O CIRCO
Por Romano Dazzi | 22/05/2009 | CrônicasO CIRCO
De Romano Dazzi
Sou, finalmente, o feliz dono de um circo.
Você não imagina quantas vezes sonhei com este momento, quanto imaginei vestir a larga casaca verde, cheia de botões dourados, grossos galões de general, uma ampla calça branca, à caçadora , apertada logo abaixo do joelho, como as dos oficiais de Sua Majestade a Rainha Vitória e botas reluzentes, de cano alto, com esporas cromadas.
Um longo chicote na mão, em despudorada concorrência com o domador, um quepe imponente (às vezes do tipo explorador, outras imitando um soldado de Napoleão), luvas brancas, um bigode longo e retorcido, à
O burburinho da platéia, enquanto aguarda o início do espetáculo, é quebrado pela minha voz possante e avassaladora: - Respeitável público!
Faz-se um silêncio absoluto, que reflete respeito, curiosidade E eu repito:
- Respeitável público!
O Circo Romanov escolheu esta magnífica cidade para apresentar orgulhosamente um dos maiores espetáculos da Terra!
Coragem, agilidade, bravura e equilíbrio, passarão diante de seus olhos!
O Circo Romanov agradece a presença de todos!
O público, mesmo sem ter visto nada, prorrompe em um aplauso estrondoso, que eu prontamente interrompo, com um gesto largo, criando o indispensável anticlímax.

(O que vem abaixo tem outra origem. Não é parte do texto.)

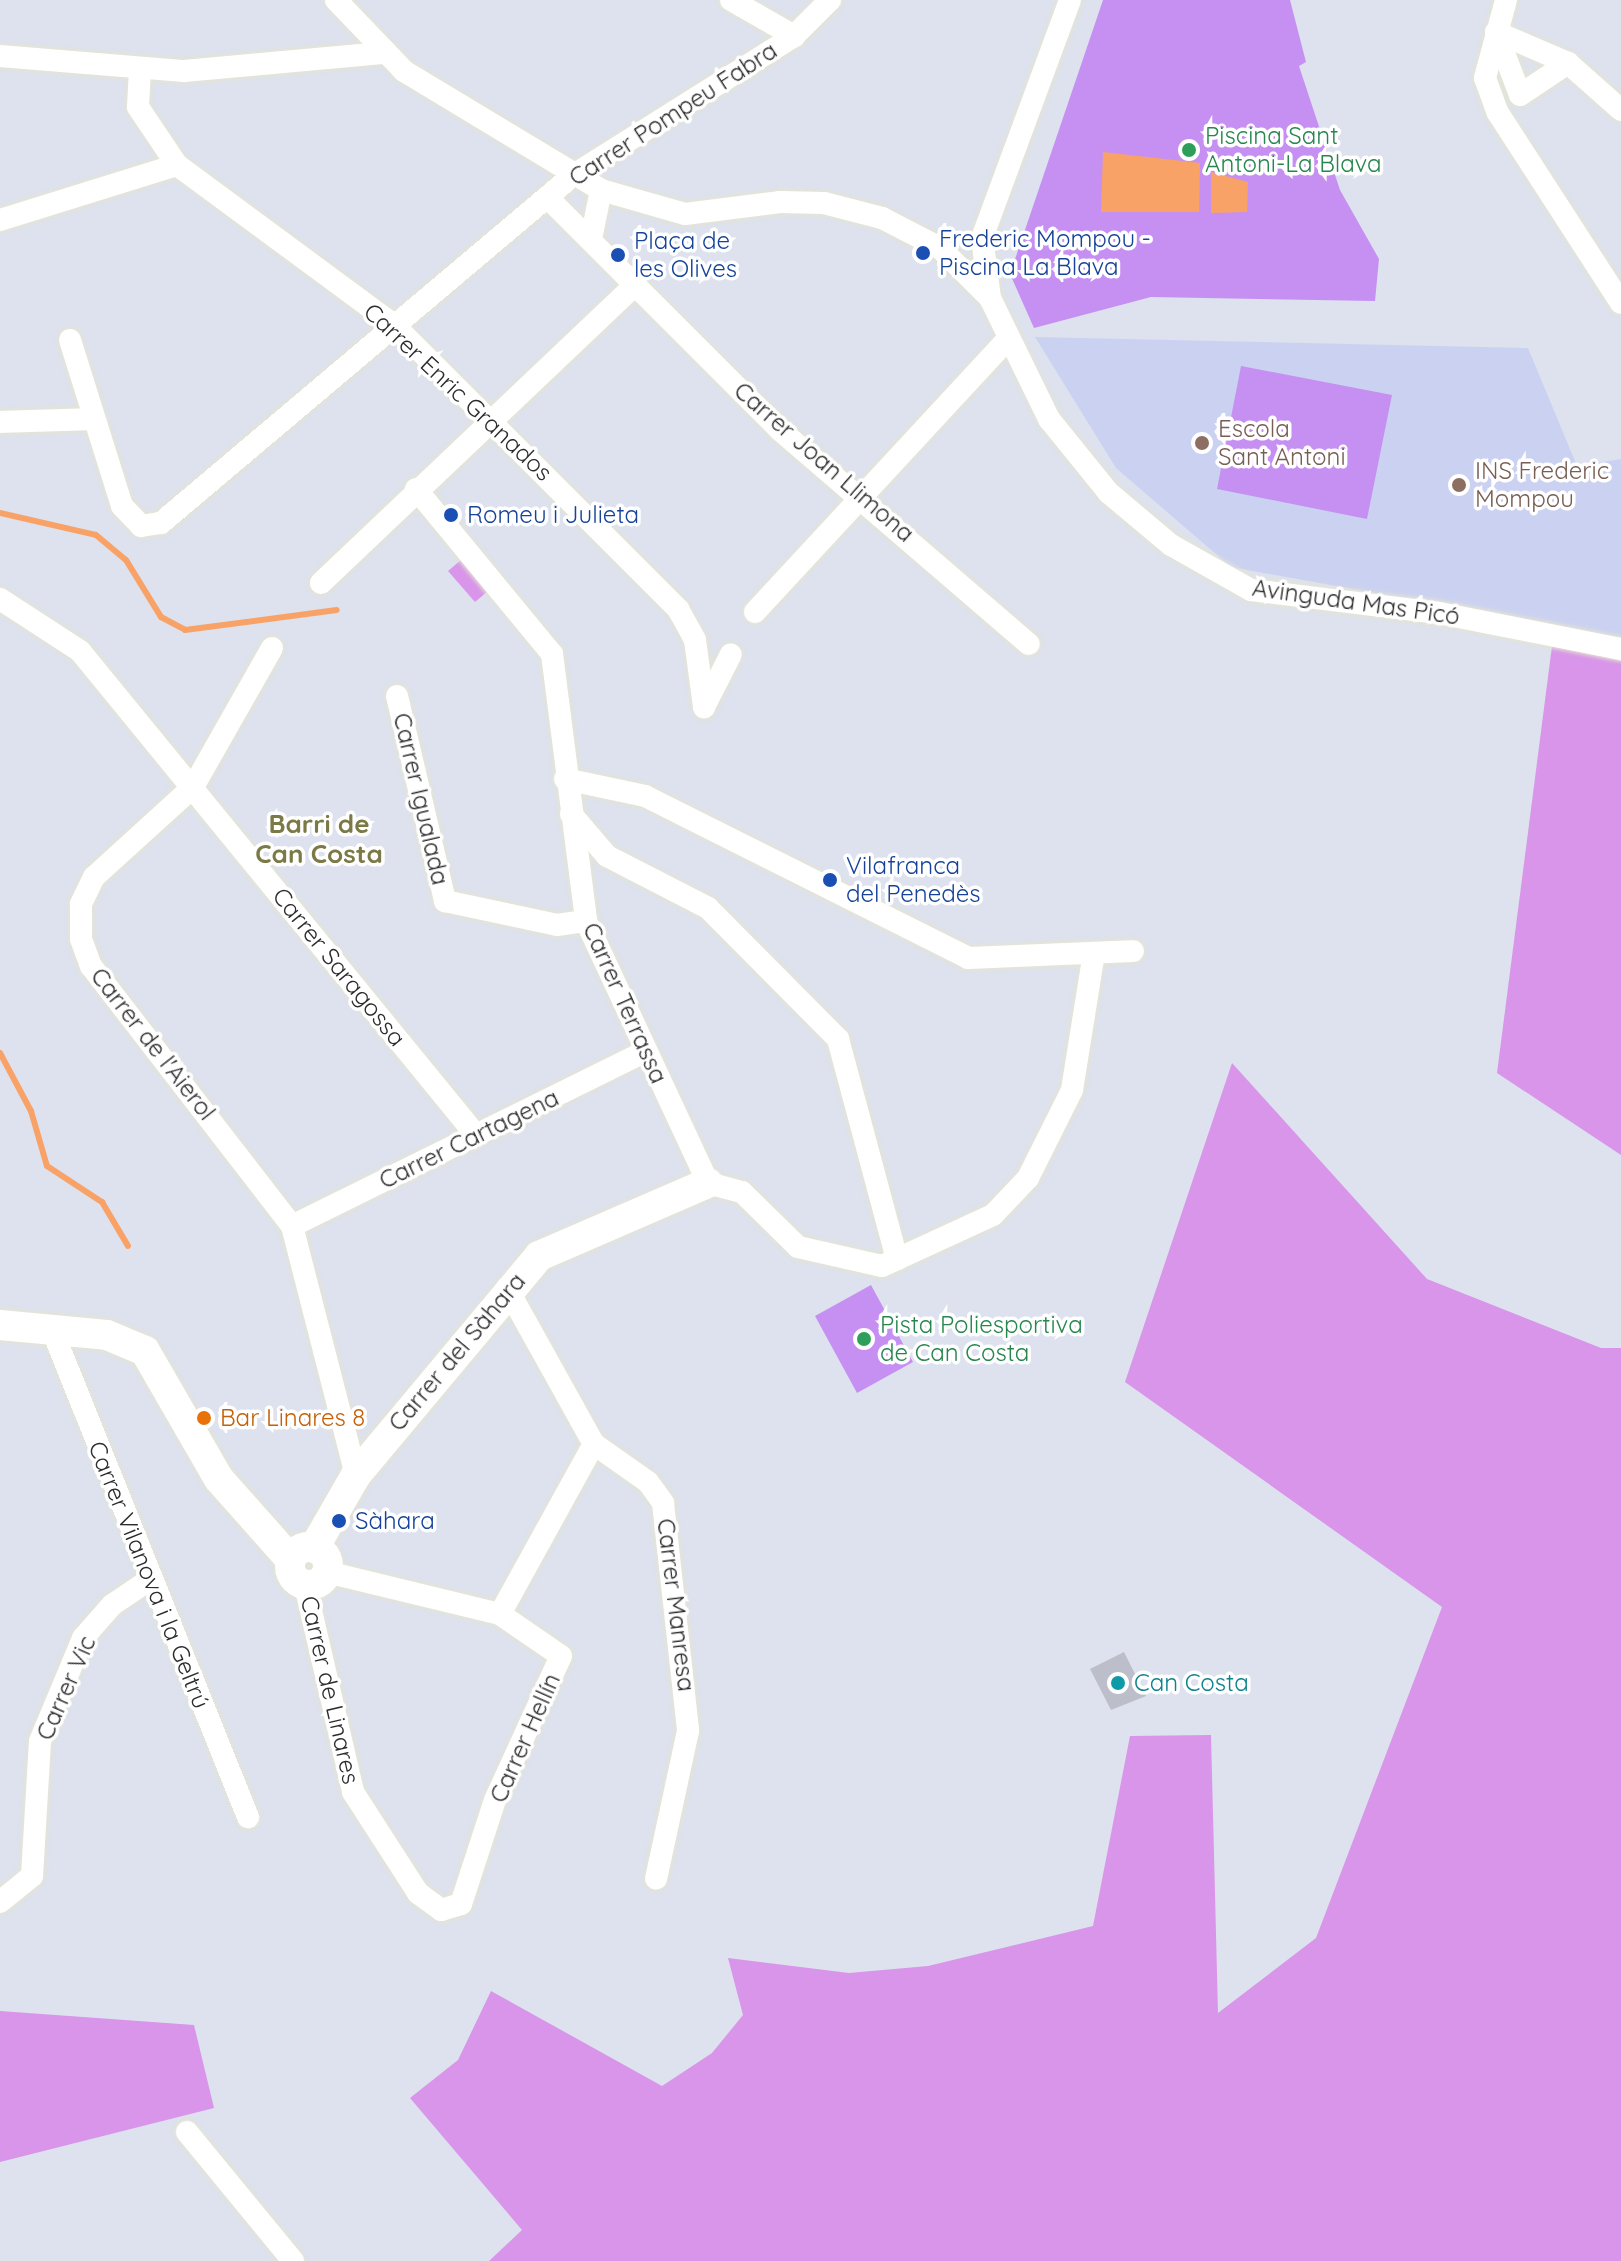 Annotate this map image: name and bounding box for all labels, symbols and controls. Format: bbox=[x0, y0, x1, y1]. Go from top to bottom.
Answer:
street label: Carrer Pompeu Fabra bbox=[564, 36, 782, 192]
place label: Piscina Sant Antoni-La Blava bbox=[1205, 122, 1382, 178]
marker: Piscina Sant Antoni-La Blava bbox=[1180, 141, 1198, 159]
place label: Frederic Mompou - Piscina La Blava bbox=[939, 225, 1151, 281]
place label: Plaça de les Olives bbox=[634, 227, 737, 283]
marker: Frederic Mompou - Piscina La Blava bbox=[914, 244, 932, 262]
marker: Plaça de les Olives bbox=[609, 246, 627, 264]
street label: Carrer Enric Granados bbox=[358, 297, 558, 487]
street label: Carrer Joan Llimona bbox=[728, 376, 920, 548]
place label: Escola Sant Antoni bbox=[1218, 415, 1346, 471]
marker: Escola Sant Antoni bbox=[1193, 434, 1211, 452]
place label: INS Frederic Mompou bbox=[1475, 457, 1609, 513]
marker: INS Frederic Mompou bbox=[1450, 476, 1468, 494]
place label: Romeu i Julieta bbox=[467, 501, 639, 529]
marker: Romeu i Julieta bbox=[442, 506, 460, 524]
street label: Avinguda Mas Picó bbox=[1250, 573, 1462, 631]
street label: Carrer Igualada bbox=[387, 710, 455, 888]
district label: Barri de Can Costa bbox=[255, 808, 383, 870]
place label: Vilafranca del Penedès bbox=[846, 852, 981, 908]
marker: Vilafranca del Penedès bbox=[821, 871, 839, 889]
street label: Carrer Saragossa bbox=[266, 882, 412, 1052]
street label: Carrer Terrassa bbox=[577, 918, 673, 1088]
street label: Carrer de l'Aierol bbox=[85, 962, 221, 1126]
street label: Carrer Cartagena bbox=[375, 1083, 563, 1195]
street label: Carrer del Sàhara bbox=[383, 1267, 531, 1437]
place label: Pista Poliesportiva de Can Costa bbox=[880, 1311, 1083, 1367]
marker: Pista Poliesportiva de Can Costa bbox=[855, 1330, 873, 1348]
place label: Bar Linares 8 bbox=[220, 1404, 365, 1432]
marker: Bar Linares 8 bbox=[195, 1409, 213, 1427]
street label: Carrer Vilanova i la Geltrú bbox=[82, 1437, 216, 1713]
place label: Sàhara bbox=[355, 1507, 435, 1535]
marker: Sàhara bbox=[330, 1512, 348, 1530]
street label: Carrer Manresa bbox=[651, 1517, 701, 1693]
street label: Carrer de Linares bbox=[294, 1593, 366, 1787]
street label: Carrer Vic bbox=[30, 1631, 102, 1745]
street label: Carrer Hellín bbox=[484, 1669, 566, 1807]
place label: Can Costa bbox=[1134, 1669, 1249, 1697]
marker: Can Costa bbox=[1109, 1674, 1127, 1692] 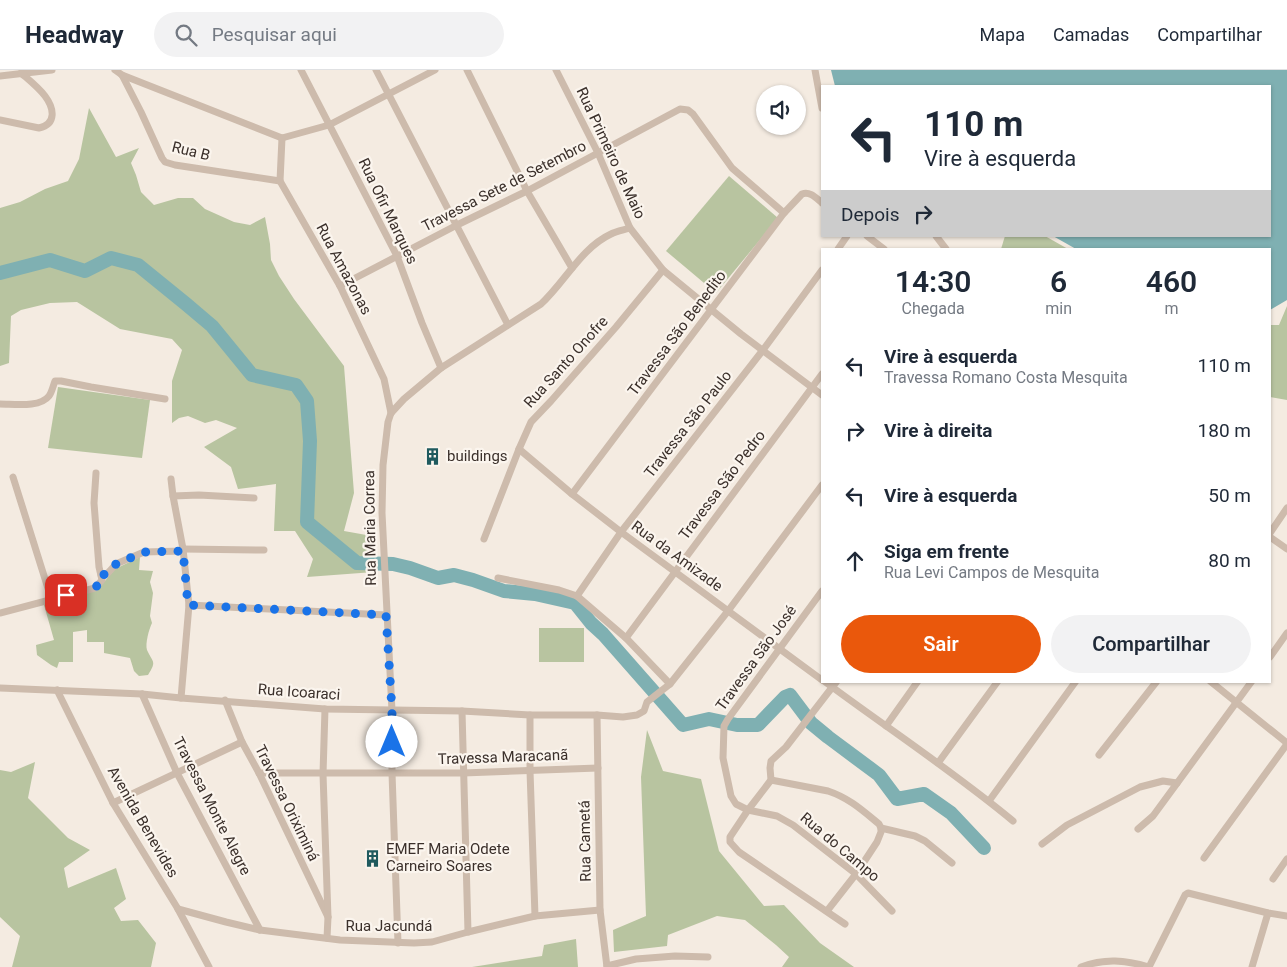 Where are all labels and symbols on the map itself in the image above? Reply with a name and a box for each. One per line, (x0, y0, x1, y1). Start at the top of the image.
street label: Rua Primeiro de Maio (573, 84, 649, 222)
street label: Travessa Sete de Setembro (419, 137, 589, 235)
street label: Rua B (170, 138, 212, 164)
street label: Rua Ofir Marques (355, 155, 421, 267)
street label: Rua Amazonas (312, 220, 376, 318)
street label: Travessa São Benedito (624, 267, 730, 399)
street label: Rua Santo Onofre (520, 312, 612, 412)
street label: Travessa São Paulo (641, 367, 735, 481)
street label: Travessa São Pedro (675, 427, 769, 543)
building icon: buildings (423, 446, 443, 466)
place label: buildings (447, 447, 508, 465)
street label: Rua Maria Correa (360, 470, 380, 586)
street label: Rua da Amizade (628, 517, 726, 595)
pin (45, 574, 87, 616)
street label: Travessa São José (712, 602, 800, 714)
street label: Rua Icoaraci (257, 680, 341, 704)
position arrow (365, 715, 417, 767)
street label: Travessa Monte Alegre (169, 734, 255, 878)
street label: Travessa Oriximiná (251, 742, 323, 864)
street label: Travessa Maracanã (438, 746, 568, 768)
street label: Avenida Benevides (104, 763, 182, 881)
street label: Rua Cametá (575, 800, 595, 882)
street label: Rua do Campo (797, 809, 883, 885)
place label: EMEF Maria Odete Carneiro Soares (386, 840, 510, 875)
building icon: EMEF Maria Odete Carneiro Soares (362, 848, 382, 868)
street label: Rua Jacundá (346, 917, 432, 935) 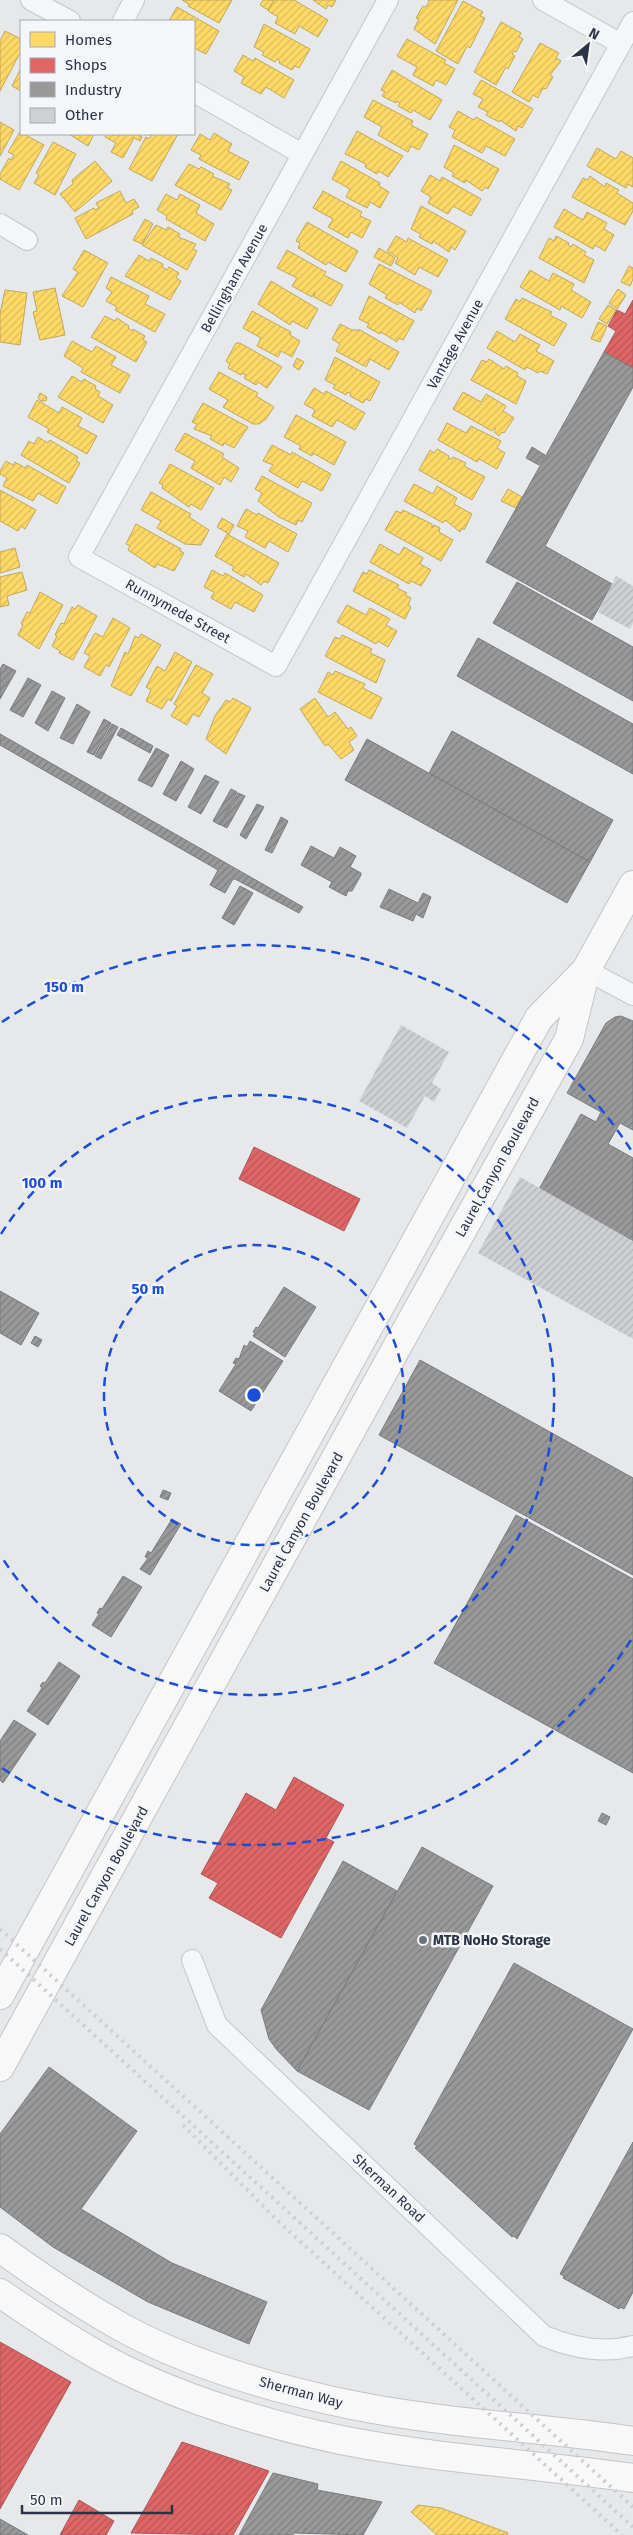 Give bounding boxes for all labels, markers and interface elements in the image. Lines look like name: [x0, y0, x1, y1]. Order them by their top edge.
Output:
legend: [20, 20, 195, 135]
north arrow: [563, 20, 613, 70]
text: N: [586, 24, 602, 44]
text: Homes: [65, 31, 112, 49]
text: Shops: [65, 56, 107, 74]
text: Industry: [65, 81, 122, 99]
text: Other: [65, 106, 104, 124]
street label: Bellingham Avenue: [197, 221, 271, 336]
street label: Vantage Avenue: [424, 296, 487, 392]
street label: Runnymede Street: [122, 576, 234, 648]
text: 150 m: [44, 978, 84, 996]
street label: Laurel Canyon Boulevard: [452, 1094, 543, 1240]
text: 100 m: [22, 1174, 62, 1192]
text: 50 m: [131, 1280, 165, 1298]
centre of rings: [245, 1386, 263, 1404]
street label: Laurel Canyon Boulevard: [256, 1449, 347, 1595]
street label: Laurel Canyon Boulevard: [61, 1803, 152, 1949]
place label: MTB NoHo Storage: [433, 1932, 551, 1949]
marker: MTB NoHo Storage: [417, 1934, 429, 1946]
street label: Sherman Road: [349, 2151, 428, 2226]
street label: Sherman Way: [257, 2373, 345, 2412]
scale bar: [22, 2482, 172, 2514]
text: 50 m: [30, 2491, 63, 2509]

- Inicialmente veremos o grande Romanov primeiro, domador de feras reais e imaginárias, lutando ao mesmo tempo e inutilmente contra fornecedores, clientes, empregados e fiscais. Observem quantas feridas, quantas cicatrizes!
Mais aplausos.
- Veremos depois o equilibrista Romanov segundo, que atravessa a arena numa corda bamba, a dez metros de altura, tentando manter no ar cheques sem fundos, papagaios vencidos e avisos de cartório, num exercício de incrível habilidade!
E mais aplausos.
- Em seguida, apresentaremos o malabarista Romanov terceiro, comedor de fogo e engolidor de espadas, que com rápidos jogos de mão faz desaparecer contas a pagar, faturas e extratos negativos, que, infelizmente, teimam em reaparecer!
Poucos aplausos.
- Lamentamos não poder hoje apresentar o grande bailarino Romanov quarto, que na semana passada, executando uma pirueta para driblar o fisco, quebrou uma perna . Palmas para ele!
Outros aplausos, magros.
- E por fim, veremos o engraçadíssimo palhaço Romanov quinto, capaz de fazer rir platéias inteiras com o seu vai-e-vem desajeitado à procura da sobrevivência, suas caretas ao enfrentar o chefe, sua absoluta incapacidade de ser levado a sério! Se virem brilhar uma lágrima no rosto dele, enquanto atua, não liguem.... É um defeito próprio de todo bom palhaço!
Muitos , muitos aplausos.
A bandinha do circo retoma uma marchinha conhecida, as crianças riem, os adultos sorriem, os velhos meneiam a cabeça., mas todo o mundo aplaude, enquanto engasga com a pipoca....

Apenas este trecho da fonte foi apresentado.